Construction of pJRS264, an emm4 (arp4) gene containing derivative of pLZ12Spec has been described previously (8). A 2.1-kb EcoRI/SphI fragment of pKEJ1 harboring the emm5 gene (11) was inserted into pLZ12Spec, resulting in plasmid pLZemm5. For construction of pLZemm22, a 2.2-kb HindIII fragment of Sir2202 carrying the emm22(Sir22) gene (29), was ligated with HindIII-digested pLZ12Spec to generate pLZemm22. To construct pLZemm6, the emm6 gene was amplified by PCR by using chromosomal DNA from strain JRS4 as template and the synthetic oligonucleotides 5′-GGCTGGATCCTTAATAGCATTTAGGTC-3′ and 5′-GCTAGGCATGCATAAAAGAGAGAACCG-3′ as primers. Restriction sequences for BamHI and SphI were introduced by the primers. The amplified fragment was digested with BamHI and SphI and was subsequently ligated with BamHI/SphI-digested pLZ12Spec. To construct pLZsof22, the gene encoding opacity factor from type 22 strain AL168 was amplified by PCR by using the synthetic oligonucleotides 5′-GTCCCATGGCGGATCCTTAATTTTTATCTCACC-3′ and 5′-GCAAGCTTGGCATGCTTAAA-GCCAAAGGCTTAGGG-3′ as primers. Primer sequences were selected according to the published sequence for sof22 (25). The resulting fragment was digested with BamHI and SphI, for which restriction sequences were introduced by the primers and subsequently ligated with pLZ12Spec to generate pLZsof22.
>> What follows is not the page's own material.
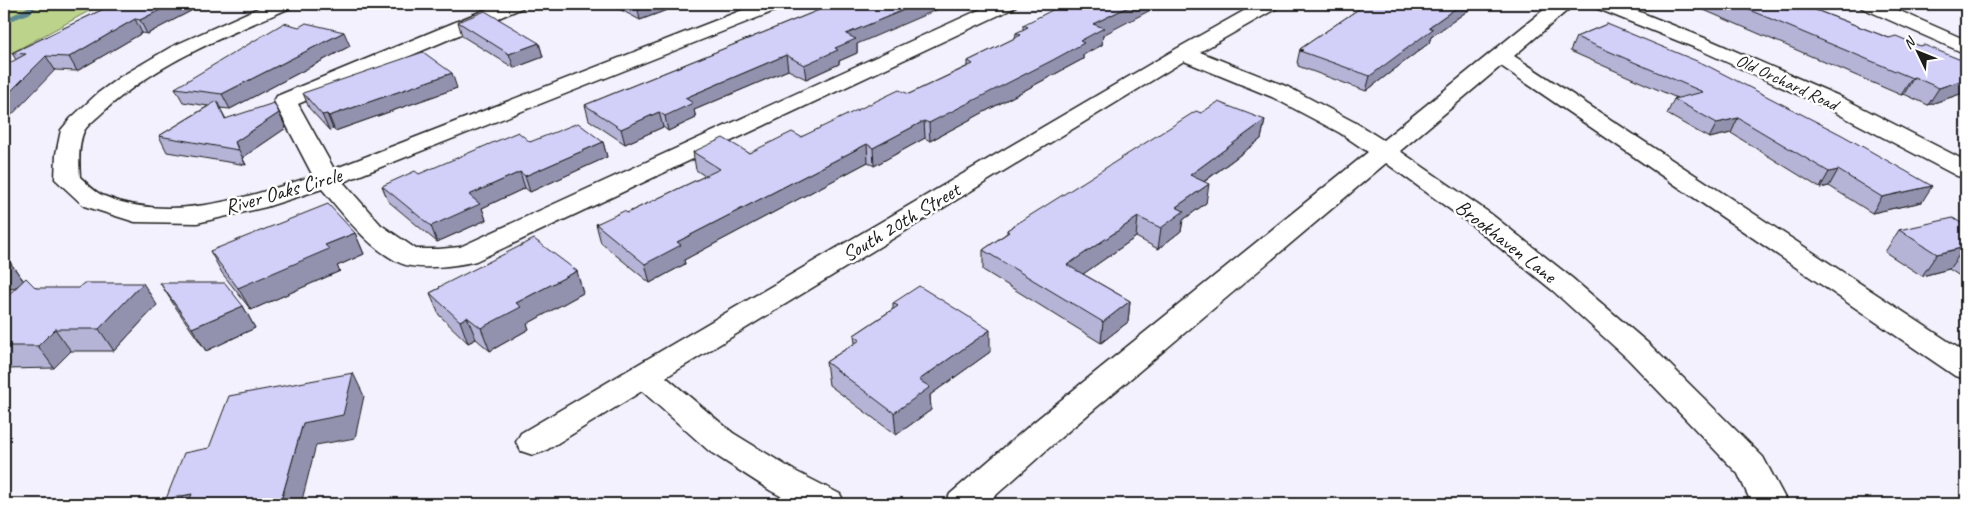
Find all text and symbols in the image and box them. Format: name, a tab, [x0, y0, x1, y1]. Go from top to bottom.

Chromosomal replacement of emm5 by emm22 in strain M5 Manfredo.

Integration of the emm22 gene into the chromosome of the ΔM5 strain was achieved by homologous recombination. A 1,356-bp DNA fragment with the entire emm22 gene was amplified by PCR with the synthetic oligonucleotides 5′-CGAAGGATCCAAAAAAAGAGGAAGCCCCTTCC-3′ and 5′-GGTCTGCATGCGATTGTTAGTTACTTAGCC-3′ as primers and with chromosomal DNA from the AL168 strain as a template. The PCR fragment was digested with BamHI and SphI, recognition sequences for which had been introduced through the primers. The fragment was subsequently used to replace the ΩKm2 cassette in a derivative of pJRS233 containing this cassette flanked by sequences surrounding the emm5 gene (10). In the resulting plasmid, the emm22 gene was flanked by two sequences (1,200 and 1,000 bp, respectively) that are derived from sequences upstream and downstream of the emm5 gene in the chromosome of M5 Manfredo. This plasmid was electroporated into ΔM5. The transformed bacteria were first grown for 48 h at 30°C in the presence of erythromycin. Individual erythromycin-resistant bacteria were then used to inoculate 10 ml of TH and were incubated at 37°C, a temperature that does not allow pJRS233 or its derivatives to replicate in streptococci (21). Mutants in which ΩKm2 in ΔM5 had been replaced by emm22 were selected by screening streptococci able to grow at 37°C for the loss of kanamycin resistance. Integration of emm22 in the correct chromosomal location was verified by PCR.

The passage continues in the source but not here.